The Debtor testified that her failure to disclose the cash was not made with the intent to defraud. She asserted that her only intention was to make sure that the money was available to pay upcoming rent and moving expenses. But the fact that the Debtor wanted to use the funds for legitimate purposes does not excuse her failure to disclose the cash. To the contrary, the fact that she had clear intentions for the use of the money supports a finding that she acted with fraudulent intent. She did not want to give up the funds to the Trustee and her creditors, so she lied about the existence of the cash.

In closing argument, the Debtor's attorney, relying on Ivory v. Barbe (In re Barbe), 466 B.R. 737, 747 (Bankr. W.D. Pa. 2012), argued that the Debtor's failure to disclose the cash should not result in denial of her discharge. In Barbe, a creditor objected to the debtor's discharge, in part, because she scheduled a bank account balance as $1200 when the actual balance in the account on the date of filing was $9578. Id. at 746. The debtor in Barbe explained that the understatement was "due to the existence of checks that she wrote and issued on such account pre-petition that had not yet been presented for payment on her bankruptcy petition filing date." Id. at 747. The Barbe court found the debtor's explanation to be understandable and found no intent to defraud. Id.

Barbe is clearly distinguishable from the case here because the debtor in Barbe issued and delivered or mailed checks prepetition and, accordingly, believed that she had actually transferred the funds before filing bankruptcy.
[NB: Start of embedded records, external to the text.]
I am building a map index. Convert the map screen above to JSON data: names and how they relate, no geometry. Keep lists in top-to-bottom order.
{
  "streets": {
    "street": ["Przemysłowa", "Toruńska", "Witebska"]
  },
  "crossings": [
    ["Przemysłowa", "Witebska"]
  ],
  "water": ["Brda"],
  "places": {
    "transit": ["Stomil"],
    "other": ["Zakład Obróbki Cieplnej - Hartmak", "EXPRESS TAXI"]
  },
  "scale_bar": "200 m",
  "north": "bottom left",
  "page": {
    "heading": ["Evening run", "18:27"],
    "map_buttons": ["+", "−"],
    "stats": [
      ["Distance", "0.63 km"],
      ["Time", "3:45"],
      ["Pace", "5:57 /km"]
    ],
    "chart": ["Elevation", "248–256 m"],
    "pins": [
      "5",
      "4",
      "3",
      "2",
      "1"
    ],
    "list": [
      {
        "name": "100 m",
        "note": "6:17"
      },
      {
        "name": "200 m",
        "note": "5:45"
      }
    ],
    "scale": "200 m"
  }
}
Here, however, the Debtor had not transferred all of her cash before filing, and she had no reason to discount the amount that remained on hand based on her intent to spend the money later. The cash not transferred before filing was property of the estate and should have been disclosed.

The Debtor's attorney also argued that the Debtor, as a lay person with somewhat limited education, would not have known what the phrase "fraudulent intent" means. That may be true but it is not the issue here. As the Trustee pointed out and the Debtor admitted, she knows what "cash" is and presented no credible reason for why she did not truthfully answer the question about cash on hand on her Schedule A/B.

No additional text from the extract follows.